Chinese Tokenization - Generate Accurate Insight From Chinese Sources Including Sina Weibo

Richard Caudle | 26th March 2014

We all know that China is a vitally important market for any international brand. Until recently it has been difficult to access conversation from Chinese networks and tooling support for East Asian languages has been limited. This is why at DataSift we're proud to not only now offer access to Sina Weibo, but equally important we have greatly improved our handling of Chinese text to allow you to get the most from this market.

The Challenges Of East Asian Social Data

Until now it has been difficult to access social insights from markets such as China, for two reasons:

  • Access to data: Almost all conversations take place on local social networks, rather than Twitter and Facebook. The ecosystem around these local networks has been less mature, and therefore gaining access has been more challenging.
  • Inadequate tooling: Even if you could gain access to these sources, the vast majority of tools are heavily biased towards European languages, trained on spacing and punctuation which simply don't exist in East Asian text. Inadequate tooling leads to poor and incomplete insights.

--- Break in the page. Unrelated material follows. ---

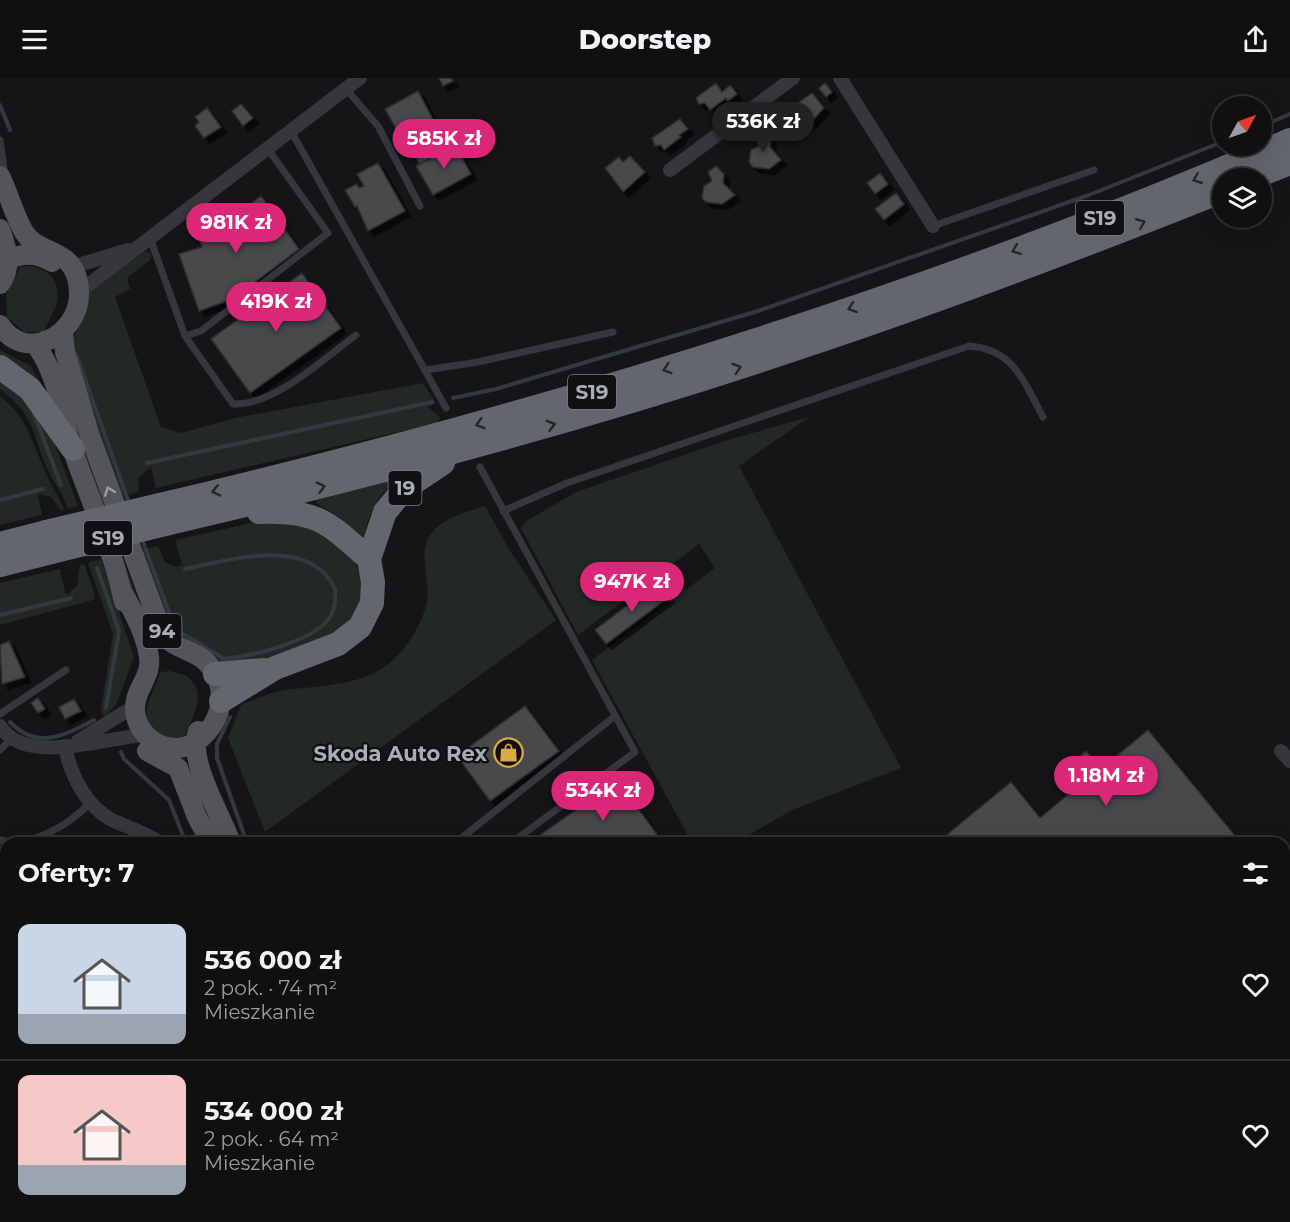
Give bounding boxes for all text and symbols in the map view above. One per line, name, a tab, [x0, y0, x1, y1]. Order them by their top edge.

Happily our platform now solves both of these challenges for you. Firstly we now give you access to Sina Weibo. Secondly, we have greatly improved our handling of Chinese text, to give you exactly the same powers you'd expect when processing European languages. Specifically we support Mandarin, simplified Chinese text.

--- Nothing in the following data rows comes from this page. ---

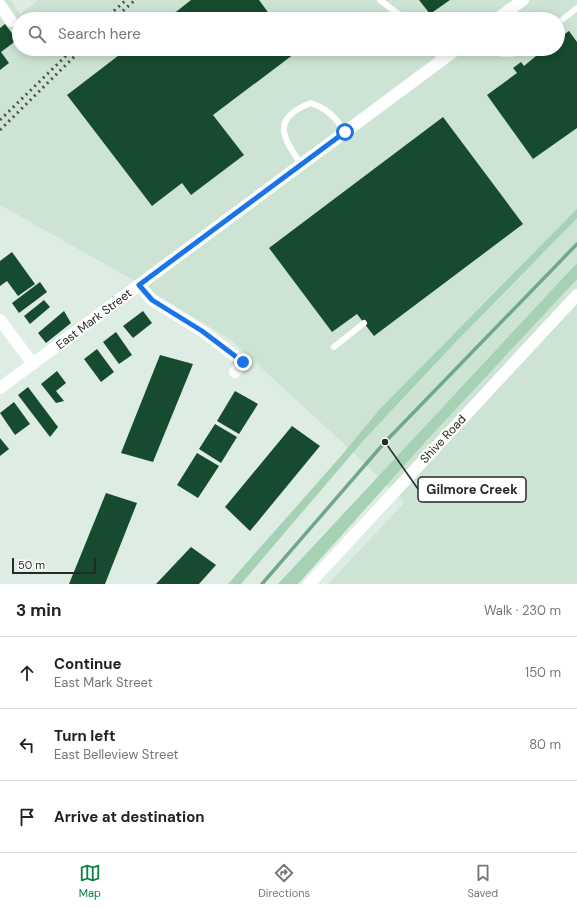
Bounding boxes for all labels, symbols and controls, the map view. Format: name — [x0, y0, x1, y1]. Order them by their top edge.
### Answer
search box — [12, 12, 565, 56]
icon: search — [26, 23, 48, 45]
text: Search here — [58, 24, 141, 44]
route start — [336, 123, 354, 141]
street label: East Mark Street — [53, 285, 135, 353]
route end — [234, 353, 252, 371]
street label: Shive Road — [416, 411, 470, 467]
callout: Gilmore Creek — [418, 477, 526, 502]
text: Gilmore Creek — [426, 481, 518, 498]
scale bar — [12, 556, 96, 575]
text: 50 m — [18, 558, 45, 572]
text: 3 min — [16, 599, 61, 621]
text: Walk · 230 m — [484, 602, 561, 619]
text: Continue — [54, 654, 122, 674]
icon: ahead — [16, 662, 38, 684]
text: 150 m — [525, 664, 561, 681]
text: East Mark Street — [54, 674, 153, 691]
text: Turn left — [54, 726, 115, 746]
icon: left — [16, 734, 38, 756]
text: 80 m — [529, 736, 561, 753]
text: East Belleview Street — [54, 746, 179, 763]
icon: arrive — [16, 806, 38, 828]
text: Arrive at destination — [54, 807, 205, 827]
tab: Map — [79, 862, 101, 900]
tab: Directions — [258, 862, 310, 900]
tab: Saved — [467, 862, 498, 900]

Incidentally, we also tokenize Japanese content which is a different challenge to Chinese text. The methods of tokenization are quite different but equally important to the accuracy of your filters. Read a detailed post here from our Data Science team.

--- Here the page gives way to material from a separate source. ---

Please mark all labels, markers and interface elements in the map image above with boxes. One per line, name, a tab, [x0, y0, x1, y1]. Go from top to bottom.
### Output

Moving Beyond Substring Matching

In the past our customers have been able to filter Chinese content by using the substr operator. This can give you inaccurate results though because the same sequence of Chinese characters can have different meanings.

Take for example the brand Samsung, which is written as follows:


These characters are also present in the phrase "three weeks" and many place names. So a simple filter using substr like so could give you unwanted data:

interaction.content substr "三星"

It would match both of these sentences:

我爱我新的三星电视! (I love my new Samsung TV!)

我已经等我的包裹三星期了! (I've been waiting three weeks for my parcel to arrive!')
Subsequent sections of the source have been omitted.